ESP aims to first apply self-supervised machine learning to the tag data to automatically gauge what an animal is doing (for example whether it is feeding, resting, travelling or socialising) and then add the audio data to see whether functional meaning can be given to calls tied to that behaviour. (Playback experiments could then be used to validate any findings, along with calls that have been decoded previously.) This technique will be applied to humpback whale data initially — the lab has tagged several animals in the same group so it is possible to see how signals are given and received.
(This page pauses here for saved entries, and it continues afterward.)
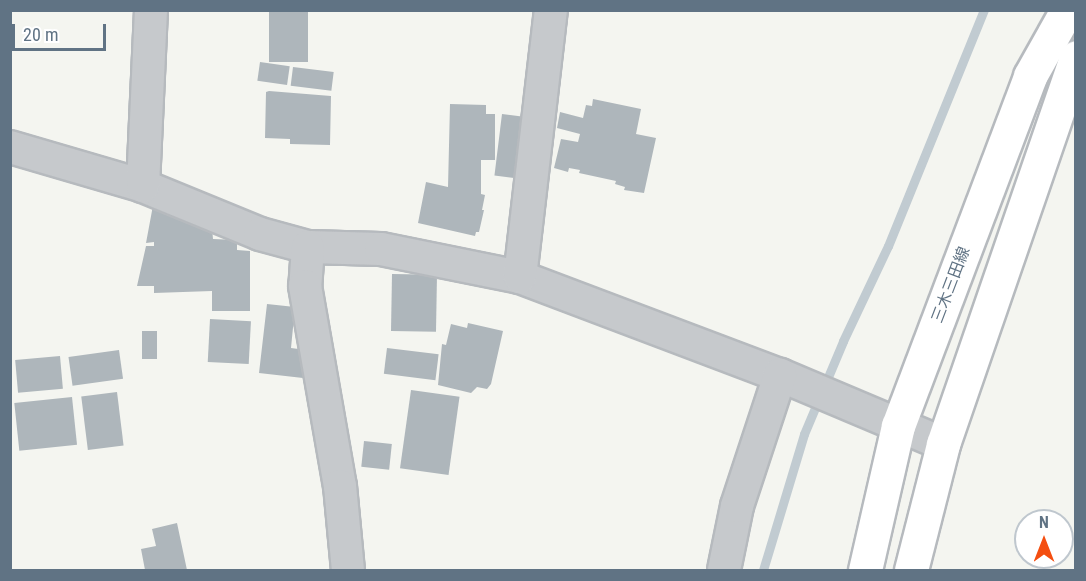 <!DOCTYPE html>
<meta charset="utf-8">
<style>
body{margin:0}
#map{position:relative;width:1086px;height:581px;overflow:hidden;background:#f4f5f0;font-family:"Roboto Condensed","Noto Sans JP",sans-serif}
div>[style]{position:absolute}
.stream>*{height:9px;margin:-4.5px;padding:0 4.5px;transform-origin:4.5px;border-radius:4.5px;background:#c1cbd1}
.building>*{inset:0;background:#aeb6bb;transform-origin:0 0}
.roads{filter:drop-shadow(2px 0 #b6babe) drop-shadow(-2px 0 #b6babe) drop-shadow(0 2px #b6babe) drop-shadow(0 -2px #b6babe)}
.minor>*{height:32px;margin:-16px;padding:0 16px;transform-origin:16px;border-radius:16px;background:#c6c9cc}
.primary>*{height:33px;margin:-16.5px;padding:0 16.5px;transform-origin:16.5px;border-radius:16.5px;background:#fff}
span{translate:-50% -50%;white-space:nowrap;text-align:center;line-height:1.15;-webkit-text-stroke:6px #fff;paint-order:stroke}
.street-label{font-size:16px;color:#607384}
.frame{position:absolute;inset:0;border:12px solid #607384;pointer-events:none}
.north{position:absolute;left:1014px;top:509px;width:60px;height:60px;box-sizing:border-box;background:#fff;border:2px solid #bfc7ce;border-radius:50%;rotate:0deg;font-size:16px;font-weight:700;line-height:24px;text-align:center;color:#607384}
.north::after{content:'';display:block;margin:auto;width:21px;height:27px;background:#f44e10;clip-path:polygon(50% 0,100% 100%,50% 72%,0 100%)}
.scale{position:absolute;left:12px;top:24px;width:94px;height:27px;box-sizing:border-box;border:3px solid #607384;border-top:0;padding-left:8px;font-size:18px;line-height:21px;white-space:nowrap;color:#607384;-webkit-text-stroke:4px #fff;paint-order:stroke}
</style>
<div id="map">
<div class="stream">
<div style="left:763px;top:570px;width:142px;rotate:-73.2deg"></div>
<div style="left:804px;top:434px;width:101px;rotate:-67.2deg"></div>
<div style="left:843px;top:341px;width:105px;rotate:-64.7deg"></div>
<div style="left:888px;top:246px;width:255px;rotate:-67.9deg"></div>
</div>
<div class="building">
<div style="left:269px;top:10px;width:39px;height:52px"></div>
<div style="left:260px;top:62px;width:30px;height:19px;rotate:8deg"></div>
<div style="left:293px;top:67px;width:41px;height:19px;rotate:7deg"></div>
<div style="clip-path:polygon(269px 91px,331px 96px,330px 145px,290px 144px,290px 139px,265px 138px,266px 92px)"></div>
<div style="clip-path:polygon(593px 99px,641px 109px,636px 134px,656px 138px,644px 193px,624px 190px,625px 187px,615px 184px,616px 181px,579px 173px,580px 170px,569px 168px,568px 172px,554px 168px,561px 139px,578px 142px,580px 134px,557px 128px,560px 112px,583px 118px,586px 105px,592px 106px)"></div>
<div style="clip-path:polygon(450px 104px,486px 105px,486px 114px,495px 114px,495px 160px,481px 160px,481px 194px,485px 195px,482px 210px,484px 210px,479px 232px,476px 232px,475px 236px,418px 223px,426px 182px,448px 187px)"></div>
<div style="left:502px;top:114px;width:24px;height:62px;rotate:7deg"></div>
<div style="clip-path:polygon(154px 200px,177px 211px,177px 220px,192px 219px,212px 228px,213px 239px,237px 240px,237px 250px,250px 251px,250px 311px,212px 311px,212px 291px,154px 293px,154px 286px,137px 286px,146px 246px,154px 246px,154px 242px,146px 243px)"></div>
<div style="left:392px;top:274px;width:45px;height:57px;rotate:1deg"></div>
<div style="clip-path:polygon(267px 304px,295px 307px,291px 348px,306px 350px,303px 378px,259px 373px)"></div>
<div style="left:210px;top:319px;width:41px;height:43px;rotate:3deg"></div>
<div style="clip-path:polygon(468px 323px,503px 331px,491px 384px,487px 389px,477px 387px,471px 393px,438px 385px,442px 344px,446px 345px,451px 324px,467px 328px)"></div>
<div style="left:142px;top:331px;width:15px;height:28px"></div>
<div style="left:387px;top:348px;width:52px;height:26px;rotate:7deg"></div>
<div style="left:119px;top:350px;width:29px;height:51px;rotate:82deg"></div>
<div style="left:60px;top:356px;width:33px;height:45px;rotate:85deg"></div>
<div style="left:411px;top:390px;width:49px;height:79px;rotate:8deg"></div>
<div style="left:117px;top:392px;width:54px;height:36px;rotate:83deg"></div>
<div style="left:72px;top:397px;width:48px;height:58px;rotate:84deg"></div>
<div style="left:364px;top:441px;width:28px;height:26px;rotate:6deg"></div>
<div style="clip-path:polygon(177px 523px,187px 570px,145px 570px,141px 549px,156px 546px,152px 529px)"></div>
</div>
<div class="roads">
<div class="minor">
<div style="left:10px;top:147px;width:139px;rotate:16.3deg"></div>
<div style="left:143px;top:186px;width:126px;rotate:22.3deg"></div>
<div style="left:260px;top:234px;width:50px;rotate:15.2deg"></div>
<div style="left:308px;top:247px;width:73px;rotate:1.6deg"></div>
<div style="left:381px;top:249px;width:142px;rotate:11.4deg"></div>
<div style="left:520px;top:277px;width:278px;rotate:20.7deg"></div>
<div style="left:780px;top:375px;width:177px;rotate:22.9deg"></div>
<div style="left:143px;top:186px;width:176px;rotate:-87.4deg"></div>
<div style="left:308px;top:247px;width:39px;rotate:94deg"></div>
<div style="left:305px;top:286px;width:203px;rotate:80.1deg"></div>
<div style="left:340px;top:486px;width:84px;rotate:84.6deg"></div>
<div style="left:520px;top:277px;width:269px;rotate:-83.4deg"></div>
<div style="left:724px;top:570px;width:65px;rotate:-78.5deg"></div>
<div style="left:737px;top:506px;width:138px;rotate:-71.8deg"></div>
</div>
<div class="primary">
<div style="left:865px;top:570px;width:148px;rotate:-77.1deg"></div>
<div style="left:898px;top:426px;width:374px;rotate:-69.3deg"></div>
<div style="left:1030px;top:76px;width:76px;rotate:-60.7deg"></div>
<div style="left:911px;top:570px;width:130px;rotate:-75.7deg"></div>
<div style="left:943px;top:444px;width:409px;rotate:-71deg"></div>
</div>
</div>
<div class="street-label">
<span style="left:951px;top:285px;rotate:-69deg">三木三田線</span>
</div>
<div class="frame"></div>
<div class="north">N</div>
<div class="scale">20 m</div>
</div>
Friedlaender says he was “hitting the ceiling” in terms of what currently available tools could tease out of the data. “Our hope is that the work ESP can do will provide new insights,” he says.

The problem, he explains, is that while many animals can have sophisticated, complex societies, they have a much smaller repertoire of sounds than humans. The result is that the exact same sound can be used to mean different things in different contexts and it is only by studying the context — who the individual calling is, how are they related to others, where they fall in the hierarchy, who they have interacted with — that meaning can hope to be established.

There is also doubt about the concept — that the shape of animal communication will overlap in a meaningful way with human communication. Applying computer-based analyses to human language, with which we are so intimately familiar, is one thing, says Seyfarth. But it can be “quite different” doing it to other species. “It is an exciting idea, but it is a big stretch,” says Kevin Coffey, a neuroscientist at the University of Washington who co-created the DeepSqueak algorithm.

Raskin acknowledges that AI alone may not be enough to unlock communication with other species. But he refers to research that has shown many species communicate in ways “more complex than humans have ever imagined”. The stumbling blocks have been our ability to gather sufficient data and analyse it at scale, and our own limited perception. These are the tools that let us take off the human glasses and understand entire communication systems.